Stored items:
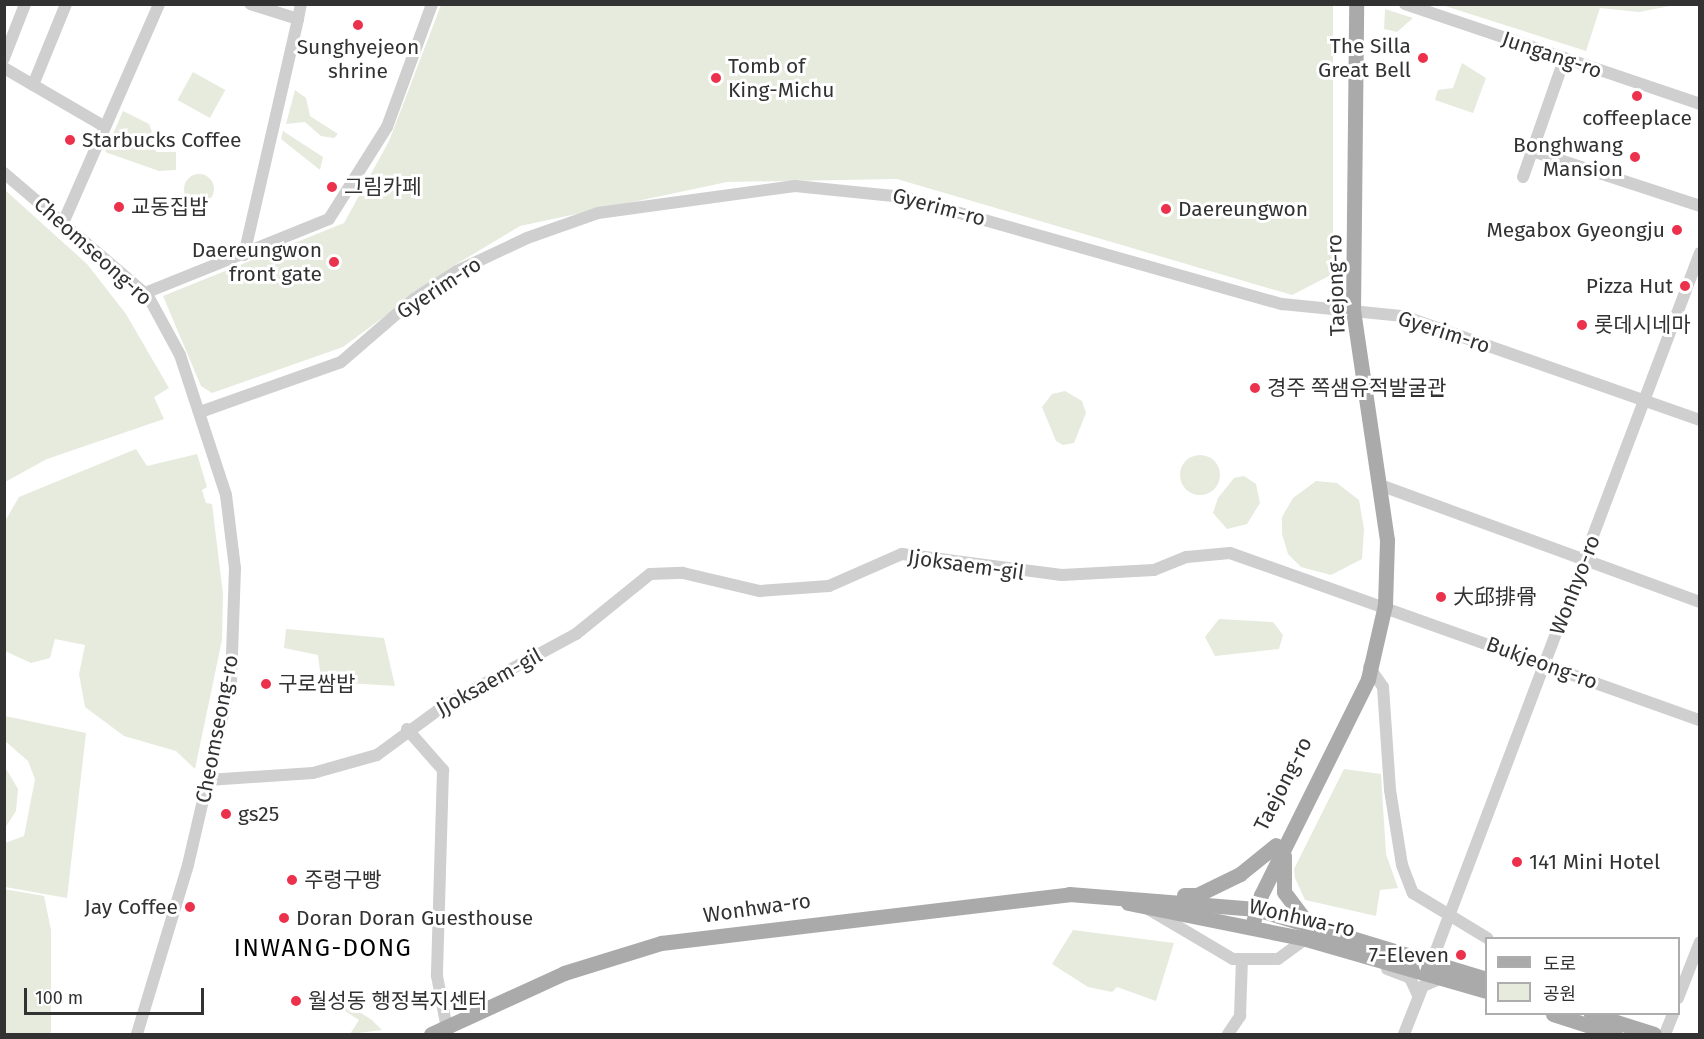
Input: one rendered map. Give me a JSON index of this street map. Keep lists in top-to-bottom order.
{
  "streets": {
    "main road": ["Taejong-ro", "Wonhwa-ro"],
    "street": [
      "Jungang-ro",
      "Gyerim-ro",
      "Cheomseong-ro",
      "Jjoksaem-gil",
      "Wonhyo-ro",
      "Bukjeong-ro"
    ]
  },
  "crossings": [
    ["Gyerim-ro", "Cheomseong-ro"],
    ["Gyerim-ro", "Taejong-ro"],
    ["Gyerim-ro", "Wonhyo-ro"],
    ["Cheomseong-ro", "Jjoksaem-gil"],
    ["Taejong-ro", "Jjoksaem-gil"],
    ["Taejong-ro", "Bukjeong-ro"],
    ["Taejong-ro", "Wonhwa-ro"],
    ["Jjoksaem-gil", "Bukjeong-ro"],
    ["Wonhyo-ro", "Bukjeong-ro"],
    ["Wonhyo-ro", "Wonhwa-ro"]
  ],
  "districts": ["INWANG-DONG"],
  "places": [
    "Sunghyejeon shrine",
    "The Silla Great Bell",
    "Tomb of King-Michu",
    "coffeeplace",
    "Starbucks Coffee",
    "Bonghwang Mansion",
    "그림카페",
    "교동집밥",
    "Daereungwon",
    "Megabox Gyeongju",
    "Daereungwon front gate",
    "Pizza Hut",
    "롯데시네마",
    "경주 쪽샘유적발굴관",
    "大邱排骨",
    "구로쌈밥",
    "gs25",
    "141 Mini Hotel",
    "주령구빵",
    "Jay Coffee",
    "Doran Doran Guesthouse",
    "7-Eleven",
    "월성동 행정복지센터"
  ],
  "legend": ["도로", "공원"],
  "scale_bar": "100 m"
}
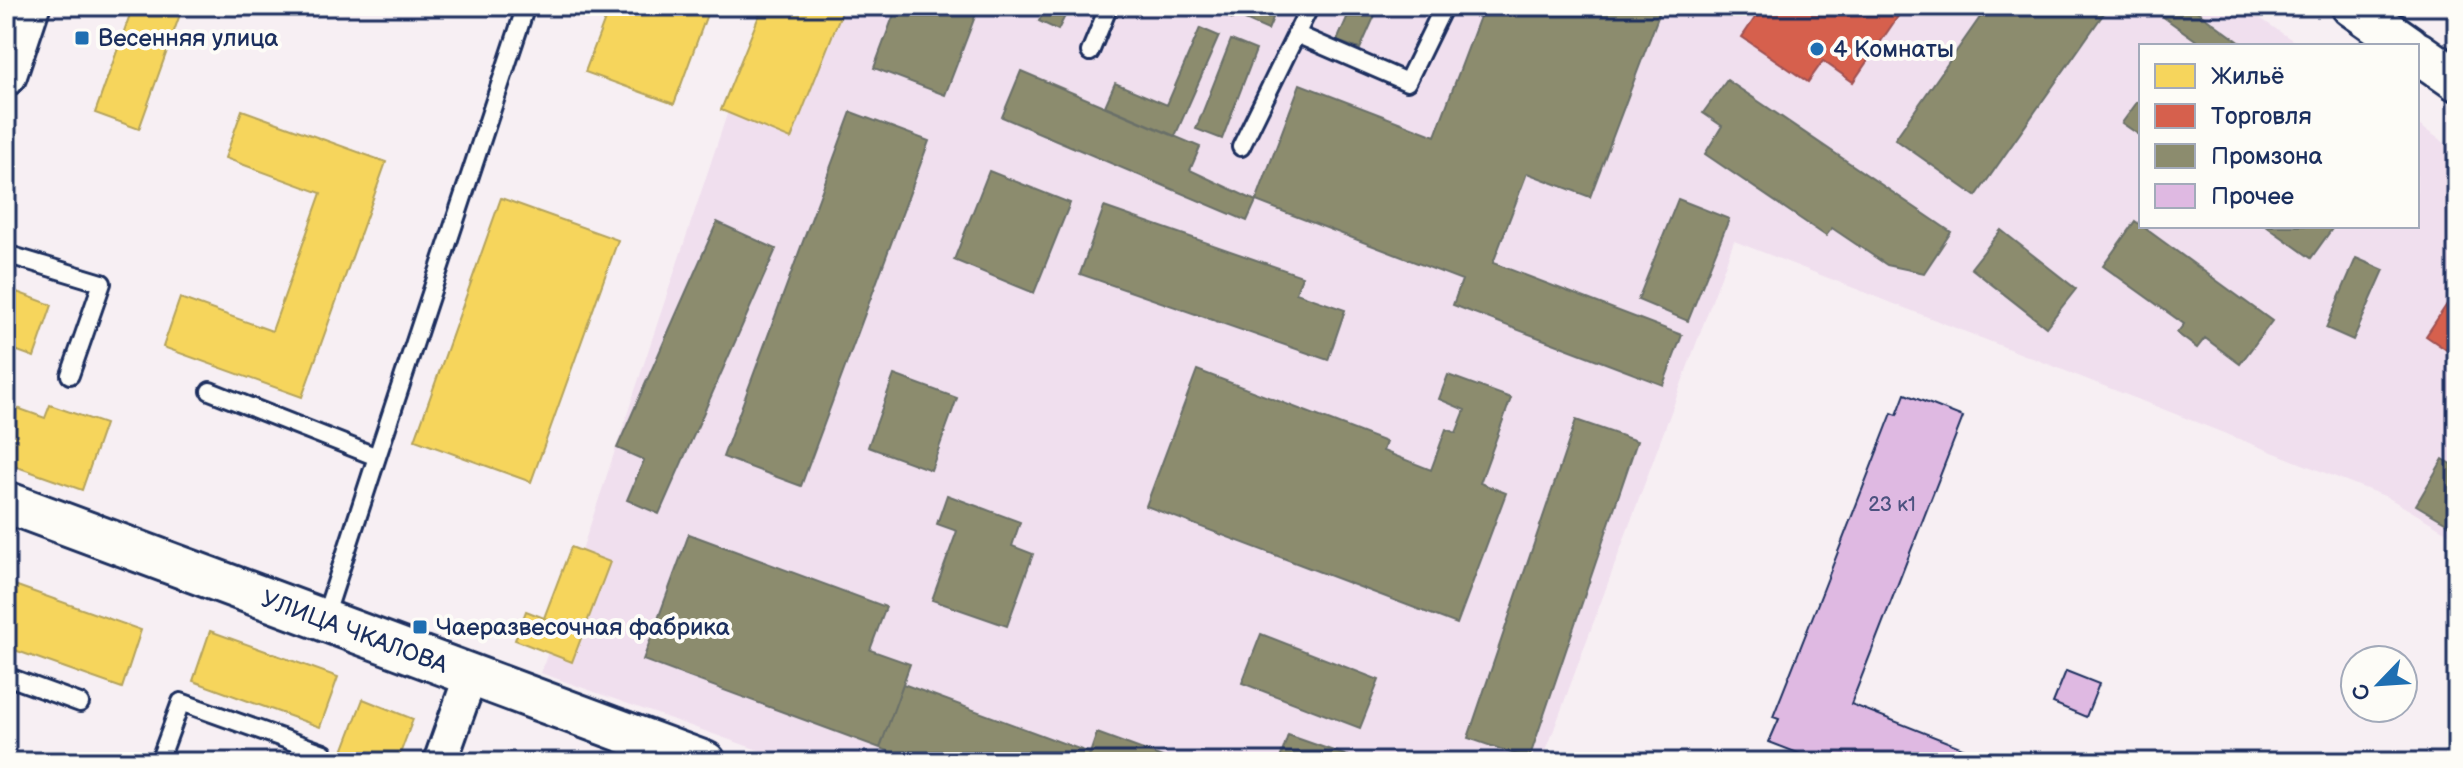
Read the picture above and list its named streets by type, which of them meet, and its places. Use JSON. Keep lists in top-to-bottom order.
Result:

[What you are asked to do]: Reproduce every record above exactly as given, excluding pictures from the result.

[Result]:
Input: one rendered map. Give me a JSON index of this street map. Keep lists in top-to-bottom order.
{
  "streets": {
    "main road": ["Taejong-ro", "Wonhwa-ro"],
    "street": [
      "Jungang-ro",
      "Gyerim-ro",
      "Cheomseong-ro",
      "Jjoksaem-gil",
      "Wonhyo-ro",
      "Bukjeong-ro"
    ]
  },
  "crossings": [
    ["Gyerim-ro", "Cheomseong-ro"],
    ["Gyerim-ro", "Taejong-ro"],
    ["Gyerim-ro", "Wonhyo-ro"],
    ["Cheomseong-ro", "Jjoksaem-gil"],
    ["Taejong-ro", "Jjoksaem-gil"],
    ["Taejong-ro", "Bukjeong-ro"],
    ["Taejong-ro", "Wonhwa-ro"],
    ["Jjoksaem-gil", "Bukjeong-ro"],
    ["Wonhyo-ro", "Bukjeong-ro"],
    ["Wonhyo-ro", "Wonhwa-ro"]
  ],
  "districts": ["INWANG-DONG"],
  "places": [
    "Sunghyejeon shrine",
    "The Silla Great Bell",
    "Tomb of King-Michu",
    "coffeeplace",
    "Starbucks Coffee",
    "Bonghwang Mansion",
    "그림카페",
    "교동집밥",
    "Daereungwon",
    "Megabox Gyeongju",
    "Daereungwon front gate",
    "Pizza Hut",
    "롯데시네마",
    "경주 쪽샘유적발굴관",
    "大邱排骨",
    "구로쌈밥",
    "gs25",
    "141 Mini Hotel",
    "주령구빵",
    "Jay Coffee",
    "Doran Doran Guesthouse",
    "7-Eleven",
    "월성동 행정복지센터"
  ],
  "legend": ["도로", "공원"],
  "scale_bar": "100 m"
}
Read the picture above and list its named streets by type, which of them meet, and its places. Use JSON. Keep lists in top-to-bottom order.
Result:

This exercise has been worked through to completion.